Background/objective: Persistent or recurrent non-gonococcal urethritis (NGU) is commonly observed in men attending sexually transmitted diseases clinics. The aim of this study was to determine the importance of Mycoplasma genitalium in this condition and to monitor the effect of treatment with macrolides.

Methods: 78 male patients with persistent or recurrent symptomatic non-chlamydial NGU after treatment with doxycycline 200 mg day 1 and 100 mg for the following 8 days were enrolled. The patients had a first void urine specimen examined for the presence of M genitalium DNA by an inhibitor controlled PCR. Treatment with azithromycin and/or erythromycin and/or repeat doxycycline was prescribed at the doctor’s discretion to the M genitalium positive men. Microbiological cure rate was determined at a 3 week follow up visit.
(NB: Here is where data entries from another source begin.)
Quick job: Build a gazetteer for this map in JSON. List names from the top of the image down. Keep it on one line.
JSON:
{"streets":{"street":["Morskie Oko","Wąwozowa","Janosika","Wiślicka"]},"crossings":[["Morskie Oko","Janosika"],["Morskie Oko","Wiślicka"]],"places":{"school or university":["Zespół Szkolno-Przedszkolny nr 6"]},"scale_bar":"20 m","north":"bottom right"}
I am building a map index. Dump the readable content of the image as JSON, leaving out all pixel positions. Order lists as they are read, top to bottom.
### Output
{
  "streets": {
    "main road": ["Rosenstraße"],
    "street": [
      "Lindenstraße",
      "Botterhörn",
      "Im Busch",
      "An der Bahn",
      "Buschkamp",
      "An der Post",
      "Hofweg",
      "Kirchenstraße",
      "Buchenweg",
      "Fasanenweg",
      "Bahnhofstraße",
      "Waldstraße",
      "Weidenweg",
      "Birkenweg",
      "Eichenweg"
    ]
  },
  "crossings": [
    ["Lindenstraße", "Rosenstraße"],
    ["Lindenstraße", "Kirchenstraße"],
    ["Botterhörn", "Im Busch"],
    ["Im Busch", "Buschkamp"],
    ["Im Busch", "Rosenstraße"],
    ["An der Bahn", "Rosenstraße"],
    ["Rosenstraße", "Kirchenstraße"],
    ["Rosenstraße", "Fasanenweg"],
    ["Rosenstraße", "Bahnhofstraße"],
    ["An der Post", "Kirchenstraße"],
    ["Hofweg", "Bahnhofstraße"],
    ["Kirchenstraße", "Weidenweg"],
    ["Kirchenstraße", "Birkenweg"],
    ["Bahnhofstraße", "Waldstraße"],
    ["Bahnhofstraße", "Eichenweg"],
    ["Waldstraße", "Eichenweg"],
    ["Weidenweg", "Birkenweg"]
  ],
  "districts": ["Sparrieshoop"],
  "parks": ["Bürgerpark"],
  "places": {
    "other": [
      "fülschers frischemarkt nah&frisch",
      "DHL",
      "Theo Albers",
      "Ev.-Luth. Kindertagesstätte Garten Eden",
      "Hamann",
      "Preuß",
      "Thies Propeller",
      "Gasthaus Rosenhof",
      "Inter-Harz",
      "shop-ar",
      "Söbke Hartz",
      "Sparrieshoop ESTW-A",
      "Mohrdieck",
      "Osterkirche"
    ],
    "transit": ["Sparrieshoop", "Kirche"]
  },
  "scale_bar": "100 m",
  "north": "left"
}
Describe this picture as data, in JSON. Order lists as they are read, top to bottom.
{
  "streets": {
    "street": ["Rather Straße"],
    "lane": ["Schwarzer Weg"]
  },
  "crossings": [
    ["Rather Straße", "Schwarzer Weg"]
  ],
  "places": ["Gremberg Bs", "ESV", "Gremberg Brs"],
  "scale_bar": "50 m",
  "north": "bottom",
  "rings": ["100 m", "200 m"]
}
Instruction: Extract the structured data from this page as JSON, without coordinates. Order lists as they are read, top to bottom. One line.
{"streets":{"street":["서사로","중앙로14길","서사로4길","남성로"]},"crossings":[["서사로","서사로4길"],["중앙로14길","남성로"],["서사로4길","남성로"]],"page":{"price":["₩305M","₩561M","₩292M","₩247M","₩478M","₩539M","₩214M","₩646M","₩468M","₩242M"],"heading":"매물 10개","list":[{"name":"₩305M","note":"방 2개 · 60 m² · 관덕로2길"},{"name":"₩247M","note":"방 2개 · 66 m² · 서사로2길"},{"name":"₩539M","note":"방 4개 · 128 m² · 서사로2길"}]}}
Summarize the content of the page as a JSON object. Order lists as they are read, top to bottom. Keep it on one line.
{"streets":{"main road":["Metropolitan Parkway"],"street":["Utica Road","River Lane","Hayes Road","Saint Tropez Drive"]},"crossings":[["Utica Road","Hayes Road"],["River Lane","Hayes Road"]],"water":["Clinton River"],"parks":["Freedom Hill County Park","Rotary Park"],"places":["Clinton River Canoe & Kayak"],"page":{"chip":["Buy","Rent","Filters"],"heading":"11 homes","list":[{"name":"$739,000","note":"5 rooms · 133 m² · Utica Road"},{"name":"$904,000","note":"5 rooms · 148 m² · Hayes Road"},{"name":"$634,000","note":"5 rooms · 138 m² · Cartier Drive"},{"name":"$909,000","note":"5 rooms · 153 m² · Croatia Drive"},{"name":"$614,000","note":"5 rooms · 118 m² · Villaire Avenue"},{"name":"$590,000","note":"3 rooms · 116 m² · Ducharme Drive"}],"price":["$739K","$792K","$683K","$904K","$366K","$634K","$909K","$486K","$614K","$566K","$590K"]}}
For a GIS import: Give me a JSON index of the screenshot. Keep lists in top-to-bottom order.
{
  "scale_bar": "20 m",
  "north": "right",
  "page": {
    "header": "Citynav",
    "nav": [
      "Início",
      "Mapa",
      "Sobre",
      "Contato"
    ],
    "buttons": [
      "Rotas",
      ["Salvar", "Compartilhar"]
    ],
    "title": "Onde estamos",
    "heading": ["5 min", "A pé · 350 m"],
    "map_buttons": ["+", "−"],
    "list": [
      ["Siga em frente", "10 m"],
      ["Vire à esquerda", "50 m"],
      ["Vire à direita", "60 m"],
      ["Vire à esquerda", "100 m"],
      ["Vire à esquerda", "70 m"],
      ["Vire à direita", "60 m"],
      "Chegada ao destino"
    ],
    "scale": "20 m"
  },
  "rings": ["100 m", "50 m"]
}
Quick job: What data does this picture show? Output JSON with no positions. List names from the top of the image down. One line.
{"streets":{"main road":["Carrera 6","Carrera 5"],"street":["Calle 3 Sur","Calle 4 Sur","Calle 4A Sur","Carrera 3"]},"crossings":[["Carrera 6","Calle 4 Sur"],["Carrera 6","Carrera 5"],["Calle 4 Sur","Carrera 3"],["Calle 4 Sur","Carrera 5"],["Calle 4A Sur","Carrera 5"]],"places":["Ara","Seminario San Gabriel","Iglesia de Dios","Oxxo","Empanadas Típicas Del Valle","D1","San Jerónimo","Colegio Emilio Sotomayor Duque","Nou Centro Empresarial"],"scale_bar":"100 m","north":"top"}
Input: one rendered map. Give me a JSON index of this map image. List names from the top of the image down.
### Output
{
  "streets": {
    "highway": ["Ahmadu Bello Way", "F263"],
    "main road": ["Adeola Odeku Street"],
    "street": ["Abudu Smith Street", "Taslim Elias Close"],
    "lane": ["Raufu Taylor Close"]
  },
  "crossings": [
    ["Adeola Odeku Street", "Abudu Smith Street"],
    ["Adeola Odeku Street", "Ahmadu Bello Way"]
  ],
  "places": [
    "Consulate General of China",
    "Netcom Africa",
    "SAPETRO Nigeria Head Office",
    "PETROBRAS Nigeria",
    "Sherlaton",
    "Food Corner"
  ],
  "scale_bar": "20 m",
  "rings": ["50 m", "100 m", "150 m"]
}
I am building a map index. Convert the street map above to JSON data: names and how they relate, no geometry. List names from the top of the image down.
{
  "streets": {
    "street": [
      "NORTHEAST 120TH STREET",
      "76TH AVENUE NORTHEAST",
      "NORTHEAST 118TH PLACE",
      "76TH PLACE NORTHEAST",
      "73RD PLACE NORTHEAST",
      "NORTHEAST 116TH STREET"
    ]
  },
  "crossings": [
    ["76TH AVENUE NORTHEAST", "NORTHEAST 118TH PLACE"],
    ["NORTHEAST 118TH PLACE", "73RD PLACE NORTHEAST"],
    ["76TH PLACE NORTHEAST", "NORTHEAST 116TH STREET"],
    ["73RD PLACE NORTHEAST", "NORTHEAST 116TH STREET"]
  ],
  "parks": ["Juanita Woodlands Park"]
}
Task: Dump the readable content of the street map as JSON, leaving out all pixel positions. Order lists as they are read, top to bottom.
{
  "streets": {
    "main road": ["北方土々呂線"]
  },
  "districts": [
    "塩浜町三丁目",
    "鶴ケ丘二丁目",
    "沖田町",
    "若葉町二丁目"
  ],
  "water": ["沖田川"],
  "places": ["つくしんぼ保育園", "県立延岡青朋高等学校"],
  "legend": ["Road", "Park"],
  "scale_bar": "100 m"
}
Results:M genitalium was detected in 32 (41%) men and those infected had more often a high grade urethritis (>10 PMNLs/hpf) than those negative for M genitalium (p = 0.01). 22 men had been treated with azithromycin, 19 of whom received 1.5 g over 5 days and three received 1 g as a single dose. All 20 who came back after treatment were M genitalium negative. Only two of five erythromycin treated controlled cases were M genitalium negative after treatment compared to all six given azithromycin at inclusion (p = 0.12). Six of nine female partners were M genitalium positive; they were treated with 1.5 g azithromycin given over 5 days, and the four tested were M genitalium negative after treatment.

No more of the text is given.